Tag Archives: Elizabeth Gaines

A Slice of Summer

Virgie Talbert's watermelon party invitation

Virgie Talbert’s watermelon party invitation

On this August 3, National Watermelon Day, we wonder what Kentucky summers would be without this delectable treat, or the role that it has historically played in socializing and courtship.  We’re sure that in 1899, Virgie Talbert of Nicholasville didn’t pass up John Chambers’s invitation to a watermelon party in Wilmore, Kentucky.  Nor did 20-year-old Josephine Walker decline her share of sweet slices at the 1884 Adair County Fair.  Sometime in the 1890s, Lucye Wolcott of Muhlenberg County teased her young suitor about a competitor’s bid for her company.  “Mr.
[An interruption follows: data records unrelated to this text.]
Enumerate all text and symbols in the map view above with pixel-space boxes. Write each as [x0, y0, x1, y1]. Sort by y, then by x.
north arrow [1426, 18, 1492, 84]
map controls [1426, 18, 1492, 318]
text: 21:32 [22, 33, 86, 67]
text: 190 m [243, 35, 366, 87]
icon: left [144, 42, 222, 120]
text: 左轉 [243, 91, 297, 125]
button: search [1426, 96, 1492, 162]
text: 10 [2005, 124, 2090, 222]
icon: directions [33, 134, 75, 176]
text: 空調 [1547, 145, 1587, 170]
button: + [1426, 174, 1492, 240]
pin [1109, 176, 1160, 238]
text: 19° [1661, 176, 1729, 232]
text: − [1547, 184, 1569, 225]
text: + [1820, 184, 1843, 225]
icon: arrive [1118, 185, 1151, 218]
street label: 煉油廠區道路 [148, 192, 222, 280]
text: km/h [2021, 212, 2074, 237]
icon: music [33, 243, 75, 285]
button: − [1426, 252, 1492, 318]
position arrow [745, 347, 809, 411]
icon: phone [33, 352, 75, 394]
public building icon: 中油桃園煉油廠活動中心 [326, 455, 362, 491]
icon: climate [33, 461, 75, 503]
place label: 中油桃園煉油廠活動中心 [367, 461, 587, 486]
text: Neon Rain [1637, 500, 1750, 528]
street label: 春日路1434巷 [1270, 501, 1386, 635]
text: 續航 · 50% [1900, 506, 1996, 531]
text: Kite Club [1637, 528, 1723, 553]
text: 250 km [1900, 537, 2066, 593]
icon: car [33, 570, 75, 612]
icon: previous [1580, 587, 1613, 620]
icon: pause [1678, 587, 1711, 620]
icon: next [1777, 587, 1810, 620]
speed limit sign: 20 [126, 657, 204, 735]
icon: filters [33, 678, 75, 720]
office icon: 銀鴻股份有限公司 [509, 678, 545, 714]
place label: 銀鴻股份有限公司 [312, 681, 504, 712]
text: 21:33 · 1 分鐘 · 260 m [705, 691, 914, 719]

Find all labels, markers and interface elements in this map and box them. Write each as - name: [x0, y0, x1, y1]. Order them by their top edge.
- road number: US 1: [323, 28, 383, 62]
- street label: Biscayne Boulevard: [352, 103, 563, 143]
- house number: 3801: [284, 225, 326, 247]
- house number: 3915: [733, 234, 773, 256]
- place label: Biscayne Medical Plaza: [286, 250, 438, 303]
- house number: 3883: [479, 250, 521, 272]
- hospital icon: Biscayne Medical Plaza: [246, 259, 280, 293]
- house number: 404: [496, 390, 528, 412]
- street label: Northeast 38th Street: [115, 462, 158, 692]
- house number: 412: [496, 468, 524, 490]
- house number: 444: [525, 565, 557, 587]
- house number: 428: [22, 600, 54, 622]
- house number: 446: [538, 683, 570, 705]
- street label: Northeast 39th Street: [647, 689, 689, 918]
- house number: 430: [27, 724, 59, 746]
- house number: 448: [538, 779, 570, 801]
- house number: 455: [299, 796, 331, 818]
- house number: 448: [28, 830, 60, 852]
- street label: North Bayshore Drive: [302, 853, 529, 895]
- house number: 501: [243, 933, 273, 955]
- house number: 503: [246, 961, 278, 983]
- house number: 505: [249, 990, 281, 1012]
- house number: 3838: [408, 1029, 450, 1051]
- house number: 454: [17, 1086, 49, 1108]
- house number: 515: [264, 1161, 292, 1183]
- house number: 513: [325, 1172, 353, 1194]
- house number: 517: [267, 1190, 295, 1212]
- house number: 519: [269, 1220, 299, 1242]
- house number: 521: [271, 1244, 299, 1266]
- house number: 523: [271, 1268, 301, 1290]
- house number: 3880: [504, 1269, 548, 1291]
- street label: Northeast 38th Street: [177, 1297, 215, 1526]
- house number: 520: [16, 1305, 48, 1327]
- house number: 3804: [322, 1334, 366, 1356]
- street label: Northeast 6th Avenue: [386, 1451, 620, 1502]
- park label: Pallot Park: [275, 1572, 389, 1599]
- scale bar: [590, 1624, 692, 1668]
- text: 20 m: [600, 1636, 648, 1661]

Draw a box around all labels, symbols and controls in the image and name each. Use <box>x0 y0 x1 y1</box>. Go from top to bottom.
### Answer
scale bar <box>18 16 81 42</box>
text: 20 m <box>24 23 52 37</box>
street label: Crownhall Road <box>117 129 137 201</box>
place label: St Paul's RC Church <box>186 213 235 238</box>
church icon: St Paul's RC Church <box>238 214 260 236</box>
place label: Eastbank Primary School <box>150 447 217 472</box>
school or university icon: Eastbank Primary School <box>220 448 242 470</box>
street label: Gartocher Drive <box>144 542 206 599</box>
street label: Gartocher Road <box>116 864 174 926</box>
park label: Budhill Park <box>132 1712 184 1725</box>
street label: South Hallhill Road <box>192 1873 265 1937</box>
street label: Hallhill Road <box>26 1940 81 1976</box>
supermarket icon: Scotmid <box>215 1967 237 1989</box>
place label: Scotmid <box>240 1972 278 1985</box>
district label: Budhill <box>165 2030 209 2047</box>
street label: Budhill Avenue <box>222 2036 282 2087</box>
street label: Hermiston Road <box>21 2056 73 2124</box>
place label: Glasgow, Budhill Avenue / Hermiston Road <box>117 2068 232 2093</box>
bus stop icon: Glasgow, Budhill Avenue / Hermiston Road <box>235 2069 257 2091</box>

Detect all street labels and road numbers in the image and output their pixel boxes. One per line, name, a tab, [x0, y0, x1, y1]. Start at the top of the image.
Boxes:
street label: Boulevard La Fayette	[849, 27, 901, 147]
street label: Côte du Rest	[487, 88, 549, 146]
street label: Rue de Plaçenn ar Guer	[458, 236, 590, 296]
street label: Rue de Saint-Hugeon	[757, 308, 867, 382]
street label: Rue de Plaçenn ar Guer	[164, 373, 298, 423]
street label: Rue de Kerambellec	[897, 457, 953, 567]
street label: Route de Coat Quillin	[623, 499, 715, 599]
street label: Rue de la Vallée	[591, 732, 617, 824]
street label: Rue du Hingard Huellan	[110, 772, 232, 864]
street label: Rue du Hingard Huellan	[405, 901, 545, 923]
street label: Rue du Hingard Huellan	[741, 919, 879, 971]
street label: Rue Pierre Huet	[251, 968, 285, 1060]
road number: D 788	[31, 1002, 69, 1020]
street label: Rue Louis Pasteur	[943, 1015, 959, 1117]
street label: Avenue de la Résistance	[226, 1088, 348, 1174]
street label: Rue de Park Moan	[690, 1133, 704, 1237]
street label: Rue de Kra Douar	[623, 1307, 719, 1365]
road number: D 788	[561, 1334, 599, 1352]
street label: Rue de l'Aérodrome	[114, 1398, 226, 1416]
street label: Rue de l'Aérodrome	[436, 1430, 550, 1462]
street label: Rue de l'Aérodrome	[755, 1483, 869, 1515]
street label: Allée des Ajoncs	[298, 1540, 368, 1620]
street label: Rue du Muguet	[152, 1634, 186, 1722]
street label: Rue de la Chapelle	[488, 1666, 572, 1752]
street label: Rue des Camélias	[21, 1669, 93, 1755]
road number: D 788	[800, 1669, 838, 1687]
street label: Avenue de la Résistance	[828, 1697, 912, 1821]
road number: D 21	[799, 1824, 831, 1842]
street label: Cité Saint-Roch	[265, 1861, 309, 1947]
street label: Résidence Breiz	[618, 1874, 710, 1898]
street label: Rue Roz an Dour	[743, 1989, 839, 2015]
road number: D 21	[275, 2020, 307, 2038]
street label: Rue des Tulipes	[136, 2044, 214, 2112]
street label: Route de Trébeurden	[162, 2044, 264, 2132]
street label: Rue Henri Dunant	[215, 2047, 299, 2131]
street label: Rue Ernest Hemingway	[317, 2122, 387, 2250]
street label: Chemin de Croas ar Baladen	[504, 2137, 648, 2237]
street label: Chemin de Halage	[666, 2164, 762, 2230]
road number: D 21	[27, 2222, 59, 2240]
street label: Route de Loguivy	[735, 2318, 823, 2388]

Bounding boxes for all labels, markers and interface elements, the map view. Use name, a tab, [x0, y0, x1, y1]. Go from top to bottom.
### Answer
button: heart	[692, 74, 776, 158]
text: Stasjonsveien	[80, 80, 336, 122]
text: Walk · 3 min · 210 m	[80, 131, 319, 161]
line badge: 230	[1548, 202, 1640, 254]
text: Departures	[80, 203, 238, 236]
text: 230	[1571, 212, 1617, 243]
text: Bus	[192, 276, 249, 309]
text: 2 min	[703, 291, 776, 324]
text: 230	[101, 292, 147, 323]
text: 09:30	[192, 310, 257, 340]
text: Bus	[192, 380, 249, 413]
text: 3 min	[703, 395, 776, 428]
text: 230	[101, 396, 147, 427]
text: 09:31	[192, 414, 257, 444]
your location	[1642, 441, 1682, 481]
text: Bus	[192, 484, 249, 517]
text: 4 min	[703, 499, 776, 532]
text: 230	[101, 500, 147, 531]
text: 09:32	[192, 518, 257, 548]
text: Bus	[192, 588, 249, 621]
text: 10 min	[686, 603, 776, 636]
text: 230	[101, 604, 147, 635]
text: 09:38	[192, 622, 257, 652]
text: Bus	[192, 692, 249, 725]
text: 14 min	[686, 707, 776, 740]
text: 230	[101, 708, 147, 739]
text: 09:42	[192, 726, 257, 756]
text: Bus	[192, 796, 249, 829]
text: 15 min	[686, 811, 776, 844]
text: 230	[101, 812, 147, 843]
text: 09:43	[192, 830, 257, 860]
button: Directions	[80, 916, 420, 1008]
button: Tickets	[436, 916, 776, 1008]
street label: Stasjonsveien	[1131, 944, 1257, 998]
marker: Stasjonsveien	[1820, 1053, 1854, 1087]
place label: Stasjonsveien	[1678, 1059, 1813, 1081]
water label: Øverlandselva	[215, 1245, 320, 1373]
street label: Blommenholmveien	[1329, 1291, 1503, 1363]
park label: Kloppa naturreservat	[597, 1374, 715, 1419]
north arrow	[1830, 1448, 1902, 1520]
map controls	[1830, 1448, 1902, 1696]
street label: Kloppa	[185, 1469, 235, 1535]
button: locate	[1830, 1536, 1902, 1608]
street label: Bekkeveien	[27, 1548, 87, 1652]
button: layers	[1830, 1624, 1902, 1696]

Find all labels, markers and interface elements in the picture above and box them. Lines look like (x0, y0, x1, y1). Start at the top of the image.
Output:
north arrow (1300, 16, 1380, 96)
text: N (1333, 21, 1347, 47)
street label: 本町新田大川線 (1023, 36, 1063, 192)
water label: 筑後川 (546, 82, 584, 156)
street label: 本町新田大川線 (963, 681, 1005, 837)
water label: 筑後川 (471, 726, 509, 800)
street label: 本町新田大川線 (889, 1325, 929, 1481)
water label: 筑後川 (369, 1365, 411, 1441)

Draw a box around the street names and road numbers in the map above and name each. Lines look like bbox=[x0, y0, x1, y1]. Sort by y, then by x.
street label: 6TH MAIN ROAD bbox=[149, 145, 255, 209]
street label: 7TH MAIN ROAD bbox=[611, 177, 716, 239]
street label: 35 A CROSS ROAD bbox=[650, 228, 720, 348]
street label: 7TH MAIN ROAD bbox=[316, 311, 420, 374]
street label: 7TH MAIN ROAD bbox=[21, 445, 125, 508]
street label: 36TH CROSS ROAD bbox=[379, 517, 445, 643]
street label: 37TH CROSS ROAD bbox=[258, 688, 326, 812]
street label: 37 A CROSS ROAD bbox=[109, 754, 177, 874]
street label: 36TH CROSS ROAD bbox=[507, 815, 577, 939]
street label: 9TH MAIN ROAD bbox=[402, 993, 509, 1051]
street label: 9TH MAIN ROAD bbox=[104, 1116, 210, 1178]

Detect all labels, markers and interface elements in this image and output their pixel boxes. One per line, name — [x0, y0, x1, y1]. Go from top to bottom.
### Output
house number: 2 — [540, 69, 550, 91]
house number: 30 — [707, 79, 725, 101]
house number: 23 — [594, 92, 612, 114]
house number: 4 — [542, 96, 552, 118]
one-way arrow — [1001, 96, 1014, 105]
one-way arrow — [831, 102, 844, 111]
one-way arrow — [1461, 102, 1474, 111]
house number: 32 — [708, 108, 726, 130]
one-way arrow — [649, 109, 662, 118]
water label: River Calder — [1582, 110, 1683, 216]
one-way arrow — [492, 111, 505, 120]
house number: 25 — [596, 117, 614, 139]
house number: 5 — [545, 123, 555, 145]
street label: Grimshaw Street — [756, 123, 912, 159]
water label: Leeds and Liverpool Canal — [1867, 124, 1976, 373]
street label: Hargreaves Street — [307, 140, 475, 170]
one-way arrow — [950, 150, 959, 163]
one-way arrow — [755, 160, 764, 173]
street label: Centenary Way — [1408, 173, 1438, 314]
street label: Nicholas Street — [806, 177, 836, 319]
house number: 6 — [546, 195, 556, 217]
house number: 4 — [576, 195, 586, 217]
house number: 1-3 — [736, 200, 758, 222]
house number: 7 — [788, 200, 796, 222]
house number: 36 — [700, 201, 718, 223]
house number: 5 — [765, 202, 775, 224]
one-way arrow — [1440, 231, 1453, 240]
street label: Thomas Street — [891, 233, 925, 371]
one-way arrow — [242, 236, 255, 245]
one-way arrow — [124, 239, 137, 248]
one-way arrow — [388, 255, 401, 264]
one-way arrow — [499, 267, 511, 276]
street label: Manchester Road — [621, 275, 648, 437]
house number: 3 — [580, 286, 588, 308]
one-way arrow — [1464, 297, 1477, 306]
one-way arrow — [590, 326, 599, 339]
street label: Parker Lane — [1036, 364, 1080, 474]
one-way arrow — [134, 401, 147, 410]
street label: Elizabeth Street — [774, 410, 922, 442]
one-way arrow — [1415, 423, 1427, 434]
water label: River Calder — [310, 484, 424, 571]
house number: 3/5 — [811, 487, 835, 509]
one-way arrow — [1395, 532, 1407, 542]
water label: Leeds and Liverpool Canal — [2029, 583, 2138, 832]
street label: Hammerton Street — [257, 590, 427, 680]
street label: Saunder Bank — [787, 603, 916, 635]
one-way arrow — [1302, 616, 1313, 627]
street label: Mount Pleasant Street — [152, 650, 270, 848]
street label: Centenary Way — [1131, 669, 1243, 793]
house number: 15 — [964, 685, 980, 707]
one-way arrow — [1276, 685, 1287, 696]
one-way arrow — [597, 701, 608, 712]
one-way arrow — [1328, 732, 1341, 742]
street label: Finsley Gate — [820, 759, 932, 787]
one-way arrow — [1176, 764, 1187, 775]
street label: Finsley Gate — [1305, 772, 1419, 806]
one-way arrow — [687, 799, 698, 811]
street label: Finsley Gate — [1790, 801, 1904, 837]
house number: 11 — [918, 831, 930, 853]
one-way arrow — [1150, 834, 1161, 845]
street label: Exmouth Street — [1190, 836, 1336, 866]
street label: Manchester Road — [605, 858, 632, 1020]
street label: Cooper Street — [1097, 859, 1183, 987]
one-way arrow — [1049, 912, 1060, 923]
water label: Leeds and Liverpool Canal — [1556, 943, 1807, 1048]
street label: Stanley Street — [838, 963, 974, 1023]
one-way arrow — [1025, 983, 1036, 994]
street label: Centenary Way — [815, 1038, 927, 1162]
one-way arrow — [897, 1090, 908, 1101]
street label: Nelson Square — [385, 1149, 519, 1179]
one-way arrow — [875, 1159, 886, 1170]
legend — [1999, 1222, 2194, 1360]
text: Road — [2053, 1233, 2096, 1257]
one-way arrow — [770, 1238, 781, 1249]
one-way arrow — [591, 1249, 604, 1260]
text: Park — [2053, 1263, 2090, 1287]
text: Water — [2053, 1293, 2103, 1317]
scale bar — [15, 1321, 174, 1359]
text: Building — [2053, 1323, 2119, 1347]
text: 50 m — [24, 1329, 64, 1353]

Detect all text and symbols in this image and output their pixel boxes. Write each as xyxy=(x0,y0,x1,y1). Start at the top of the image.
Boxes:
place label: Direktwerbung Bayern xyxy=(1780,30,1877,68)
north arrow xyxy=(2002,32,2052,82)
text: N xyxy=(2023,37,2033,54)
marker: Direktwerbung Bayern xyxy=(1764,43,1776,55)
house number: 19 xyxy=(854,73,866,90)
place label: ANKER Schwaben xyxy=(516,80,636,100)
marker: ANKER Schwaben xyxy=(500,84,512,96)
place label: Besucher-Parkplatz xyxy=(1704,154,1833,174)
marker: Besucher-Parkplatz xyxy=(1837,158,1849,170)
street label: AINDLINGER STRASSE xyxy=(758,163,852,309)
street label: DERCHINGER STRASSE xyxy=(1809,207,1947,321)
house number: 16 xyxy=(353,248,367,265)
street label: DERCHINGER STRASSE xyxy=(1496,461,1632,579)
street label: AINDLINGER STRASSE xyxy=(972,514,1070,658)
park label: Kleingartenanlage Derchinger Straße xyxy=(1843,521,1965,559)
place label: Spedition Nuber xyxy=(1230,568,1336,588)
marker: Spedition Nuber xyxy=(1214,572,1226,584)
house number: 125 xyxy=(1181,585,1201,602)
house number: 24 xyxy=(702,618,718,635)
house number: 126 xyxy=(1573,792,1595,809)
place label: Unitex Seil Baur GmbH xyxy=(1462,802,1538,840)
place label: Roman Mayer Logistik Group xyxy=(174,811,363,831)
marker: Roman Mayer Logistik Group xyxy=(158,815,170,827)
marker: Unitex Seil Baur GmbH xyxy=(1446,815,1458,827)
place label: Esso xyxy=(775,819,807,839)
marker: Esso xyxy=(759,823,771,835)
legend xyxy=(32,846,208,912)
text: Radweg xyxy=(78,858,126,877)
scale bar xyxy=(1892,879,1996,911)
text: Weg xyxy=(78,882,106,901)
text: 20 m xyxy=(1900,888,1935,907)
Morgan invited us over to share his lovely melon,” she coyly reported, and “naturally we did not decline.”

In 1863, 11-year-old Elizabeth Gaines moved with her family from Bowling Green to a farm near Hadley, Kentucky.  After getting used to her new rural surroundings, she grew to enjoy fishing, hunting for wild nuts and grapes, and horseback riding.  One day, she and her friend Mary rode by the farm of George Washington Cherry, the father of WKU’s first president, Henry Hardin Cherry, where they spied a large watermelon patch.  Mary decided she wanted one, and sent Elizabeth over the fence to retrieve it.  When she returned, the two girls “burst it open” and devoured it.  At first, Mary teased Elizabeth into believing that the elder Cherry would find out and complain about his purloined melon, but later assured her worried friend that he would not take offense at their impromptu feast.

Click on the links for finding aids to these collections that feature watermelons, part of the Manuscript & Folklife Archives of WKU’s Department of Library Special Collections.  For more, search TopSCHOLAR and KenCat.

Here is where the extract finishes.